2.6 Mixed Clustering
Clustering algorithms are designed for either
categorical data or numeric data. However, in the real world, a
majority of datasets are described by a combination of continuous and
categorical features. A general method is to transform one data type to
another. In most cases, nominal attributes are encoded by simple
matching or binarymapping, and then clustering is performed on the
new-computed numeric proximity. Binary encoding transforms each
categorical attribute to a set of binary attributes and then encodes a
categorical value to this set of binary values.
Simple matching
generates distance measurement in such a way that yields a difference of
zero when comparing two identical categorical values, and a difference
of one while comparing two distinct values. However, the coding methods
have the disadvantages of losing information derivable from the ordering
of different values, losing the structure of categorical value with
different levels of similarity, requiring more space and time when the
domain of the categorical attribute is large, ignoring the context of a
pair of values, e.g., the co- occurrence with other attributes, and
giving different weight to the attributes according to the number of
different values they may take.
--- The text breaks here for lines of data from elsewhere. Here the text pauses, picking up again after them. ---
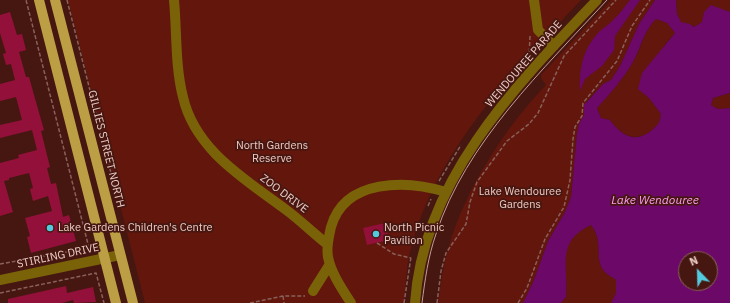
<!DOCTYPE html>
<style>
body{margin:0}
#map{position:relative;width:730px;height:303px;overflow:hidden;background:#461710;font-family:"IBM Plex Sans",sans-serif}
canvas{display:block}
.north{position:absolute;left:678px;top:251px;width:40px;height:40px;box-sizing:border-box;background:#461710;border:1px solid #885f59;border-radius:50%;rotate:337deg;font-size:11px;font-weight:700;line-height:16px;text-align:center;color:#ecccc6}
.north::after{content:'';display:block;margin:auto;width:14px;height:18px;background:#54cade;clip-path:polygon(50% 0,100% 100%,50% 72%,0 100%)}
</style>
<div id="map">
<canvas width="730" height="303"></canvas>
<div class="north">N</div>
</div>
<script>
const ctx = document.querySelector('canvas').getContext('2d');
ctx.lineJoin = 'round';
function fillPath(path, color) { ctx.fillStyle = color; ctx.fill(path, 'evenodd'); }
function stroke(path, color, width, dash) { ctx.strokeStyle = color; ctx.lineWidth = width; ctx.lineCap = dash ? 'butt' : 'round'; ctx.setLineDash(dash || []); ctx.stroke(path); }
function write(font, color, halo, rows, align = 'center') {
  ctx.font = font + ' "IBM Plex Sans",sans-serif'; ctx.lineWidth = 3.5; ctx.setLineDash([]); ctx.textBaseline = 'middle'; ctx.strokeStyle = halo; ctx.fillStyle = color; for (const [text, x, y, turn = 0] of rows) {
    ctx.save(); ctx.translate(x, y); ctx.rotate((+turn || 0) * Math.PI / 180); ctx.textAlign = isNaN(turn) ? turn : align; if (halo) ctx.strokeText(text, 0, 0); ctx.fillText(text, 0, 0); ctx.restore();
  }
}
fillPath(new Path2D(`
 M 68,0 L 581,0 C 512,73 435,151 410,252 C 406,268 406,286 404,303 L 145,303 Z
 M 611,0 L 655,0 L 639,24 L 620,66 L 611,80 L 603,84 L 587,101 L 584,107 L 584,115 L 579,124 L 577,133 L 571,197 L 565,212 L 548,241 L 534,280 L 523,303 L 438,303 C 441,284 443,265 449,246 C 465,190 506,126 546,85 L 541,78 L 541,75 Z
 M 676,0 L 730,0 L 730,12 L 711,6 L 703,22 L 695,27 L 690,24 L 681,23 L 677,14 Z
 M 656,19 L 667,23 L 675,33 L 665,44 L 649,98 L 661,114 L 659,123 C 655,127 650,133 644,135 C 630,141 618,131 610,120 L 601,118 L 597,108 C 610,94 623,79 633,62 C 643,46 642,34 656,19 Z
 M 730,93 L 730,108 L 718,109 L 711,105 L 713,98 Z
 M 591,225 C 604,243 594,257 603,270 C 606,274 612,277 616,280 L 616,293 L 611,303 L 561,303 L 566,297 C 569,264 553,243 591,225 Z`), '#62160c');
fillPath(new Path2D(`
 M 630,0 L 640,0 L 615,36 L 614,50 L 602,66 L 585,79 L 580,91 C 579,68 583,48 600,31 C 604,27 610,24 614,19 C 620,14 625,6 630,0 Z
 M 655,0 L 676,0 L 677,14 L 681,22 L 690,24 L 694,27 L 702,22 L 704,12 L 711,5 L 730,12 L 730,93 L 713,98 L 711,105 L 718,109 L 730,108 L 730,303 L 611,303 L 616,293 L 616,280 C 612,277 606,274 603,270 C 594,256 604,242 591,225 C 555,242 569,265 566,297 L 561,303 L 523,303 L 534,280 L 548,241 L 565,212 L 571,197 L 577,133 L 579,124 L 584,115 L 584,105 L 603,84 L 611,80 L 620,66 L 639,24 ZM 656,19 L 667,23 L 675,33 L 642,73 L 638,89 L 649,98 L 661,114 L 659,123 C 655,127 650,133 644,135 C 630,142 618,131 610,120 L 601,118 L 597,108 C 610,94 623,79 633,62 C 642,46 642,34 656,19 ZM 686,259 L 710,259 L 710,283 L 686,283 Z`), '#6c0867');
fillPath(new Path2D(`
 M 10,12 L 17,35 L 22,34 L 26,50 L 19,52 L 26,77 L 29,77 L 34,95 L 44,130 L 41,131 L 50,167 L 47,168 L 51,184 L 56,183 L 63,217 L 69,215 L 76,241 L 31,253 L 27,237 L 30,236 L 25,218 L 52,211 L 48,196 L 33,201 L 30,189 L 33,188 L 29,173 L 9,178 L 9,180 L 4,181 L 13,212 L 0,216 L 0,163 L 19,158 L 18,155 L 37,150 L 32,130 L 0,138 L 0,125 L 22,120 L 16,97 L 0,101 L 0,84 L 15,80 L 11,64 L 6,65 L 3,54 L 6,53 L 0,33 L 0,15 Z
 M 385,223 L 389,240 L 367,245 L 363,228 Z
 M 66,286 L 67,293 L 93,287 L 96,302 L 74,303 L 73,300 L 62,303 L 8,303 L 8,299 Z`), '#93103a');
stroke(new Path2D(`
 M 67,0 L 112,177
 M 529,58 L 530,36
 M 439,181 L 461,145
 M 428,206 L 431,199
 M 377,243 L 394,254 L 411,258
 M 0,264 L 89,248 L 26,0
 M 0,293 L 96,273 L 104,303
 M 283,296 L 284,303
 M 250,303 L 283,296 L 305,296
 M 404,303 L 411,257
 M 437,303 L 441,271 L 446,253 L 466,224 L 470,202 L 477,182 L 507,141 L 529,124 L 538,113 L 564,56 L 616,0
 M 518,303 L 527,288 L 545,239 L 564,207 L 570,180 L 573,139 L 575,127 L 582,116 L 583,103 L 617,61 L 632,26 L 650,0`), '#89615a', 1.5, [4, 2]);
stroke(new Path2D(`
 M 174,0 C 177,32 175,66 183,97 C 195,150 245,179 285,209 C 300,220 313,233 327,244
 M 534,0 L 538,30 L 554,46
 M 0,280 L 120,255
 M 313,291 L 330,264
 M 351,303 C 342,289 331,273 328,257 C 326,246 329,237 331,227 C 345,178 407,180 446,192
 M 415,303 C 423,180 516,85 597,0`), '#7a6209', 10);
stroke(new Path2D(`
 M 39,0 L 116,303
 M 55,0 L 133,303`), '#bc9e44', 10);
stroke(new Path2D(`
 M 422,303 C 425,280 428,257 436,234 C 466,142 543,70 607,0`), '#c29e98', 1);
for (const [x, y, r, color] of [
 [50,228,4,"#54cade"],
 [376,234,4,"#54cade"]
]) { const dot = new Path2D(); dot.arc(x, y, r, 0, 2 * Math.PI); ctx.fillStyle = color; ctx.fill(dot); stroke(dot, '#461710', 1.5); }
write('11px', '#ecccc6', '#461710', [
 ["WENDOUREE PARADE",524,64,-49],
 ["GILLIES STREET NORTH",106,149,76],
 ["ZOO DRIVE",284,194,37],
 ["STIRLING DRIVE",58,256,-12]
]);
write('11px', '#eccbc4', '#461710', [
 ["North Gardens",272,146],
 ["Reserve",272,159],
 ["Lake Wendouree",520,192],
 ["Gardens",520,205]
]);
write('11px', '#ecccc6', '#461710', [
 ["Lake Gardens Children's Centre",58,228],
 ["North Picnic",384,228],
 ["Pavilion",384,241]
], 'left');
write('italic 12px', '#fd9ef3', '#461710', [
 ["Lake Wendouree",655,201]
]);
</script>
Moreover, if quantitative and binary
attributes are included in the same index, these procedures will
generally give the latter excessive weight.
An alternative approach
is to discrete numeric values and then apply symbolic clustering
algorithms. The discretization process often loses the important
information especially the relative difference of two values for numeric
features. In addition, it causes boundary problem when two close values
near the discretization boundary may be assigned to two different
ranges. Another difficult problem is to estimate the optimal intervals
during discretization.
Huang (1998) extended k-modes to mixed
datasets and developed k-prototype algorithm. The distances of two types
of features are separately calculated. The numerical distances are
measured by Euclidean distances, while the categorical distances are
measured by simple matching. The centers of categorical attributes are
defined as the modes in the cluster. (Ahmad and Dey, 2007) proposed a
fuzzy prototype k-means algorithm. Similar to k-prototype,the cost
function is made up of two components. The difference is that the
categorical distances are measured by the co-occurrence of two
attributes and the categorical cluster centers are the lists of values
in every attribute with their frequencies in the cluster.